Arch in Manhattan, New York

The Seaman-Drake Arch, also known as the Inwood Arch, is a remnant of a hilltop estate built in 1855 by the Seaman family in the Inwood neighborhood of Manhattan in New York City. Located at 5065 Broadway at West 216th Street, the arch was built from Inwood marble quarried nearby. It is 35 ft tall, 20 ft deep, and 40 ft wide, and was once the gateway to the estate.

Today, the arch, which is said to be modeled on the Arc de Triomphe in Paris, is partially obscured from view by low-rise commercial buildings, and has been tagged by graffitists; its soft marble facade is decaying. The south side of the structure is used for storage by the transmission repair shop it is behind.
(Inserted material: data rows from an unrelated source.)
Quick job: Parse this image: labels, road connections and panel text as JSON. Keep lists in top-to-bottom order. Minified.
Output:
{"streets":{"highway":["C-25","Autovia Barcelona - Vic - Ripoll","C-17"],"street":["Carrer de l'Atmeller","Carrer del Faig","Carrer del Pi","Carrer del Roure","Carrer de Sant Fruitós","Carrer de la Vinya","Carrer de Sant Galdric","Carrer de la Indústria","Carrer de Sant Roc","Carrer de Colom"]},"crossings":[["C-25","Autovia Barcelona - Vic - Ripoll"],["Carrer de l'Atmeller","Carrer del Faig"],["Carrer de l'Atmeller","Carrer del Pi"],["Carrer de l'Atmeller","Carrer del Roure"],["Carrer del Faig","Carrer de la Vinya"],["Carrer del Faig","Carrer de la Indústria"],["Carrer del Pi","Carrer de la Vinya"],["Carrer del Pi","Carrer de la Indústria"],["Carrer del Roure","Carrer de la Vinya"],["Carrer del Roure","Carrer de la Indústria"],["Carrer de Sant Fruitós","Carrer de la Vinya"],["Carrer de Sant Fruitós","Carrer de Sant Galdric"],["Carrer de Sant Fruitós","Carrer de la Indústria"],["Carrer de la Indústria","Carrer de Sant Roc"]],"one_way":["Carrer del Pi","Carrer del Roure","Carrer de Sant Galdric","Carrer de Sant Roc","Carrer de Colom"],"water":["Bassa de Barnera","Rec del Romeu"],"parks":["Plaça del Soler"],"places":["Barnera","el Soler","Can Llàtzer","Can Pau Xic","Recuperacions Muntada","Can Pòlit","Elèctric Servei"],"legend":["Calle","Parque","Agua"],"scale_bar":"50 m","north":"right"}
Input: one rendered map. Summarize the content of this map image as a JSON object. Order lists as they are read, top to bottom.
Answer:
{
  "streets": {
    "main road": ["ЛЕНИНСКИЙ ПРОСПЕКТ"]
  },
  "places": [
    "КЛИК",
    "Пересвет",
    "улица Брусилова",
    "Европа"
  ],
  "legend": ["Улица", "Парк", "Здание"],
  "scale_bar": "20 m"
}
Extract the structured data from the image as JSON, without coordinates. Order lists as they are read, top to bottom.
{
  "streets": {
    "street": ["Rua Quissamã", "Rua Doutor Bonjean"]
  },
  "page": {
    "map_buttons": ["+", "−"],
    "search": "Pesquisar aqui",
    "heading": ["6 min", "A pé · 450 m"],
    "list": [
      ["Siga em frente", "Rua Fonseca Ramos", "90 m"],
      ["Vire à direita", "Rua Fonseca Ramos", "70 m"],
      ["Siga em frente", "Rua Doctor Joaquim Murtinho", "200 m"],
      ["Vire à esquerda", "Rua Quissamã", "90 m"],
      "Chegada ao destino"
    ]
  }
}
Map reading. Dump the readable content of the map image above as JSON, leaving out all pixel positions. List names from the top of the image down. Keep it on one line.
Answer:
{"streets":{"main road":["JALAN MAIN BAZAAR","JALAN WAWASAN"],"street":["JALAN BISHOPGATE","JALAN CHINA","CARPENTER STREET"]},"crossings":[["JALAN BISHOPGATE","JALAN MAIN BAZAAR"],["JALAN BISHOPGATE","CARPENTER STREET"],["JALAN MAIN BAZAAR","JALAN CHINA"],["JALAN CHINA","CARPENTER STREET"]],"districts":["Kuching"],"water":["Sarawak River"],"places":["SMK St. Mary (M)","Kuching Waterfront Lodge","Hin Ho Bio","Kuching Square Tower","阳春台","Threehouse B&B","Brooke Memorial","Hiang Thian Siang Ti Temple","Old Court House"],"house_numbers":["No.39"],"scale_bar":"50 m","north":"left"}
==History and description==

The Seaman family, led by Captain John Seaman, emigrated from the United Kingdom and settled in what is now Hempstead on Long Island in 1647 or 1653. The family eventually acquired 12000 acre there.

=== Seaman estate ===
In 1851 John Ferris Seaman and his brother Valentine – the sons of Dr. Valentine Seaman, who in the early 1800s was one of the men who brought Edward Jenner's smallpox vaccine to the United States – bought 25 acre of hilltop property in Upper Manhattan near Kingsbridge Road (now Broadway), between what would become West 214th and 218th Streets. The site was about a half-mile north of the Dyckman homestead, and the property ran down to Spuyten Duyvil Creek. At the top of the hill, the Seamans built a marble mansion around 1855, apparently intending it as a country home, as the family had another residence in lower Manhattan. The mansion originally featured a domed tower, but this was later converted into a square one.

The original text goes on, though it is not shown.